## TASK PROMPT
Go through the listing below and say how many lines include "roads". Give the number by itself.

═════ LISTED ENTRIES ═════

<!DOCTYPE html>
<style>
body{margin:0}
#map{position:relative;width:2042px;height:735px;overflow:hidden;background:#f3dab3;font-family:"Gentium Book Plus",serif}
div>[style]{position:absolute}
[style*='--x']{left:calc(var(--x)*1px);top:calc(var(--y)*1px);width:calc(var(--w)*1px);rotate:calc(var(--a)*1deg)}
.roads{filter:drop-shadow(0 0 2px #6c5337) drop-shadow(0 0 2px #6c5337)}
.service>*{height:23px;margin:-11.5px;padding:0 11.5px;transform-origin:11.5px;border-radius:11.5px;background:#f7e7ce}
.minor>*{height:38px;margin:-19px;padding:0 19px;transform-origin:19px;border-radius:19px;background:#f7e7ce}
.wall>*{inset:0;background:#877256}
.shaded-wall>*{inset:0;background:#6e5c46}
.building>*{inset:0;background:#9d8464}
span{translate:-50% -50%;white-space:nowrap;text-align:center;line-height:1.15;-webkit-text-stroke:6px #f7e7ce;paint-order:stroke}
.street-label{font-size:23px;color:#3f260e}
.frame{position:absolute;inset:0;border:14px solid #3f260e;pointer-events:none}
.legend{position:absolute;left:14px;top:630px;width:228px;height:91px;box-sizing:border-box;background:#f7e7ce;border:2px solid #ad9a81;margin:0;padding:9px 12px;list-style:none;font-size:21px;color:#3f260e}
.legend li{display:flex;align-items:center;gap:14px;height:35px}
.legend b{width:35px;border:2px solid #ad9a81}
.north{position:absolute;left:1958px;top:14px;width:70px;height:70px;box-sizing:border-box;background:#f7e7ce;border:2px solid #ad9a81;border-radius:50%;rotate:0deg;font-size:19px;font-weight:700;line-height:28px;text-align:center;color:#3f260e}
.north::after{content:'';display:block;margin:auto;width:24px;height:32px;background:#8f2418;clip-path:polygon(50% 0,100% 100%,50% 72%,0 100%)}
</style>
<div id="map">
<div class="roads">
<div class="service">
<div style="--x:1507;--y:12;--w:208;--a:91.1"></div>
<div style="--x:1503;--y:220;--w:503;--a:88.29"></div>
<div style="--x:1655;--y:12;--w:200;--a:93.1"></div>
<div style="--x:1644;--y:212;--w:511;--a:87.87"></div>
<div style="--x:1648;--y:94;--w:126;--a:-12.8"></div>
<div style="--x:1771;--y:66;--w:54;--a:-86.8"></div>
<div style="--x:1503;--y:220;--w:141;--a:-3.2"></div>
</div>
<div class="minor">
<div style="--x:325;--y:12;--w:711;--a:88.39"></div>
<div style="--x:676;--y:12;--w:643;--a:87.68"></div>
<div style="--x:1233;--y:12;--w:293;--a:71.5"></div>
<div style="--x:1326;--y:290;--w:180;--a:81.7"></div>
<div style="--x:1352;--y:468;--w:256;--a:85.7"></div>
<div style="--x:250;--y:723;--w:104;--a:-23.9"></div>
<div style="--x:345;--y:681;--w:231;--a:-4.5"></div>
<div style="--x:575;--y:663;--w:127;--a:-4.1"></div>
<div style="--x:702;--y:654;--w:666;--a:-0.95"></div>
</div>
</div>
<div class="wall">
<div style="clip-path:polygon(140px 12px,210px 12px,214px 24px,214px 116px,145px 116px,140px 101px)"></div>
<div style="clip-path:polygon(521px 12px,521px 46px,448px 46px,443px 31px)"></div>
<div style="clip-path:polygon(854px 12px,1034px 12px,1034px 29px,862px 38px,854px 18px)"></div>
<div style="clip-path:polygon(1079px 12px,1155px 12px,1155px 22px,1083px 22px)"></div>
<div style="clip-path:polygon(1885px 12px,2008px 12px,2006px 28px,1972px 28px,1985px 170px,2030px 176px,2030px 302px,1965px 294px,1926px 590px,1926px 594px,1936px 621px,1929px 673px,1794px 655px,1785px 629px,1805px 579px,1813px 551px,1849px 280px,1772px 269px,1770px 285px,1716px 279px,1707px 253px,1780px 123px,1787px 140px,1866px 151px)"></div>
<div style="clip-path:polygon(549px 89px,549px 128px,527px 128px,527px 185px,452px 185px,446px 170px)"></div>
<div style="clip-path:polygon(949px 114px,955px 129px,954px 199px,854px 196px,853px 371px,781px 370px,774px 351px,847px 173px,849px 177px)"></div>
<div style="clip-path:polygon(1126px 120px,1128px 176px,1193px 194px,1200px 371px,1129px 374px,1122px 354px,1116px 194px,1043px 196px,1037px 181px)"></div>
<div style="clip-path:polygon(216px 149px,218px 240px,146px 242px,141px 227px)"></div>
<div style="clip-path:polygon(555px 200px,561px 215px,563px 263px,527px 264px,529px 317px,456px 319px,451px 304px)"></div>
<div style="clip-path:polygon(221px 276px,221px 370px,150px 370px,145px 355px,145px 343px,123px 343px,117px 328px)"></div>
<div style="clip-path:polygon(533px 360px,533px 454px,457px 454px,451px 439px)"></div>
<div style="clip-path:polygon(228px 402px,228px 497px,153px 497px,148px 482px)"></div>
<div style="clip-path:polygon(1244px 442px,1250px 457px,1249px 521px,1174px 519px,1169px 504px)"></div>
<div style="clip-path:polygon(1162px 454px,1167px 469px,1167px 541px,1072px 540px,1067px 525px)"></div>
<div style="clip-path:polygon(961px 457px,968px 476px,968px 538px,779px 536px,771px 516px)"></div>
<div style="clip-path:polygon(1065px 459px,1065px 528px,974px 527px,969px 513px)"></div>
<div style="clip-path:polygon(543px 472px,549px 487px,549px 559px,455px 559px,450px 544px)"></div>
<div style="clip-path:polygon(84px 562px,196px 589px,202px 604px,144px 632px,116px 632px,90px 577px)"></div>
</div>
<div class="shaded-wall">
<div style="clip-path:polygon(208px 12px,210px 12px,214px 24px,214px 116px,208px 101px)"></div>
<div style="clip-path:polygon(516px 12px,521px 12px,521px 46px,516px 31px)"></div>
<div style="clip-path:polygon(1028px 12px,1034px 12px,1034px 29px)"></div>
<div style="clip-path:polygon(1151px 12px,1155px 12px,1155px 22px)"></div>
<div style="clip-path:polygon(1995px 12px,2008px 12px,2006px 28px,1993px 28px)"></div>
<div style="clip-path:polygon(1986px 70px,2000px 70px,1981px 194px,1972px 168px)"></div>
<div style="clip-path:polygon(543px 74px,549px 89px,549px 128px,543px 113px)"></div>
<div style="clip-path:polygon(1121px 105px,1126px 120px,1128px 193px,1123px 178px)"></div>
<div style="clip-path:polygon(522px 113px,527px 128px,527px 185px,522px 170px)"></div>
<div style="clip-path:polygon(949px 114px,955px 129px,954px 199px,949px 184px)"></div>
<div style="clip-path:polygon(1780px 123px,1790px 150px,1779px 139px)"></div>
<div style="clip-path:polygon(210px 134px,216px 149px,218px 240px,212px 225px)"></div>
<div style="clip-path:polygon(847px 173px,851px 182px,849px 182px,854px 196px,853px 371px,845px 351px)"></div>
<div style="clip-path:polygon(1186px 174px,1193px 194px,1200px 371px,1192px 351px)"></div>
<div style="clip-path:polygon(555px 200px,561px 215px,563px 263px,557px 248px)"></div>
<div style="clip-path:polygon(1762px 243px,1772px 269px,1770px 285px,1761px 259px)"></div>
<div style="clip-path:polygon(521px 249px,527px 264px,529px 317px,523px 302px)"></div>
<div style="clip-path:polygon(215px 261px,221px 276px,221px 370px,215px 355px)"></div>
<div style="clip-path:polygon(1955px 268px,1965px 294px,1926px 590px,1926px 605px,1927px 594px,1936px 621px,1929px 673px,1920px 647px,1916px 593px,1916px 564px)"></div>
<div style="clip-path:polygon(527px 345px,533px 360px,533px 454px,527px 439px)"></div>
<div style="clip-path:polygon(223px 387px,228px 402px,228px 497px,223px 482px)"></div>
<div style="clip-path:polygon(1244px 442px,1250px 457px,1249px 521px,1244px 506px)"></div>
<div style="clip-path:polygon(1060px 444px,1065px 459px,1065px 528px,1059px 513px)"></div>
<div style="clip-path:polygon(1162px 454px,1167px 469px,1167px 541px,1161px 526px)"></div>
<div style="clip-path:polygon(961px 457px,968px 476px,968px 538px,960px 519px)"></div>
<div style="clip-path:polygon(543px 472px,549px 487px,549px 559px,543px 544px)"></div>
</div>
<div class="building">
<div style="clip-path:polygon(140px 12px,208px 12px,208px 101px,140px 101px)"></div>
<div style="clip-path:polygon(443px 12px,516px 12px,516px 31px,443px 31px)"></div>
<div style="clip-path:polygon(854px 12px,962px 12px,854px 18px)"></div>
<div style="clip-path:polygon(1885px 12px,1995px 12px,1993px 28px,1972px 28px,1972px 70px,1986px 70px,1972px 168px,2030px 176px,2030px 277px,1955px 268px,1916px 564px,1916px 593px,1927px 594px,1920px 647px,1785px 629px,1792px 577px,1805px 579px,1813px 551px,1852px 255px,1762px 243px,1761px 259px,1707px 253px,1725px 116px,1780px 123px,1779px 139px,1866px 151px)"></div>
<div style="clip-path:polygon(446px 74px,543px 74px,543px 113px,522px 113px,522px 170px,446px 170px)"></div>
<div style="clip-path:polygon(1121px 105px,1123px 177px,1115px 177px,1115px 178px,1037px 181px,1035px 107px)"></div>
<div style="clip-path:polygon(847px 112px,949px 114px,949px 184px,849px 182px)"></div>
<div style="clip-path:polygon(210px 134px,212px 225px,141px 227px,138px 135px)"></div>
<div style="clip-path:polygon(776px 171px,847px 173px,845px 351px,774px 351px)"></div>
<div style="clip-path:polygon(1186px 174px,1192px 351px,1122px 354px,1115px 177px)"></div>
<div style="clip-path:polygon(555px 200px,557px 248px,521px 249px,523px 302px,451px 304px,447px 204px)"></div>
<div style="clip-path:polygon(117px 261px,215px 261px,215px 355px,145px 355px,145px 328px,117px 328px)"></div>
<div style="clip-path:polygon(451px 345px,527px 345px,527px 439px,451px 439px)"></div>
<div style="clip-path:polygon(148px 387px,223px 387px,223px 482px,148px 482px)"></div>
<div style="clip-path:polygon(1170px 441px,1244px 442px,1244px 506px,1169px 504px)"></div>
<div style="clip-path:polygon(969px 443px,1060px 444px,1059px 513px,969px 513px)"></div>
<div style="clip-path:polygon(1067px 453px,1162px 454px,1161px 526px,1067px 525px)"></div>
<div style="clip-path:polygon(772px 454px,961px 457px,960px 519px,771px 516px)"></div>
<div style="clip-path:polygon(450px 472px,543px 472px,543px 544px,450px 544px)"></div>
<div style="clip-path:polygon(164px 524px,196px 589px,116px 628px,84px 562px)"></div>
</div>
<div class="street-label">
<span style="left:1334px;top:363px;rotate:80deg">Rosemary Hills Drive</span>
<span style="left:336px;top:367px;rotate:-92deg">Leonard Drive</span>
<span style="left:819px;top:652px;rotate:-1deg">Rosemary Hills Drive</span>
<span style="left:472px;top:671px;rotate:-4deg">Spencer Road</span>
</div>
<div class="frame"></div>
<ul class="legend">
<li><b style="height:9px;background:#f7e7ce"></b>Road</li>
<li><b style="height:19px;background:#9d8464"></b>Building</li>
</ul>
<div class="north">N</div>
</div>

═════

## ANSWER TO THIS PROBLEM
2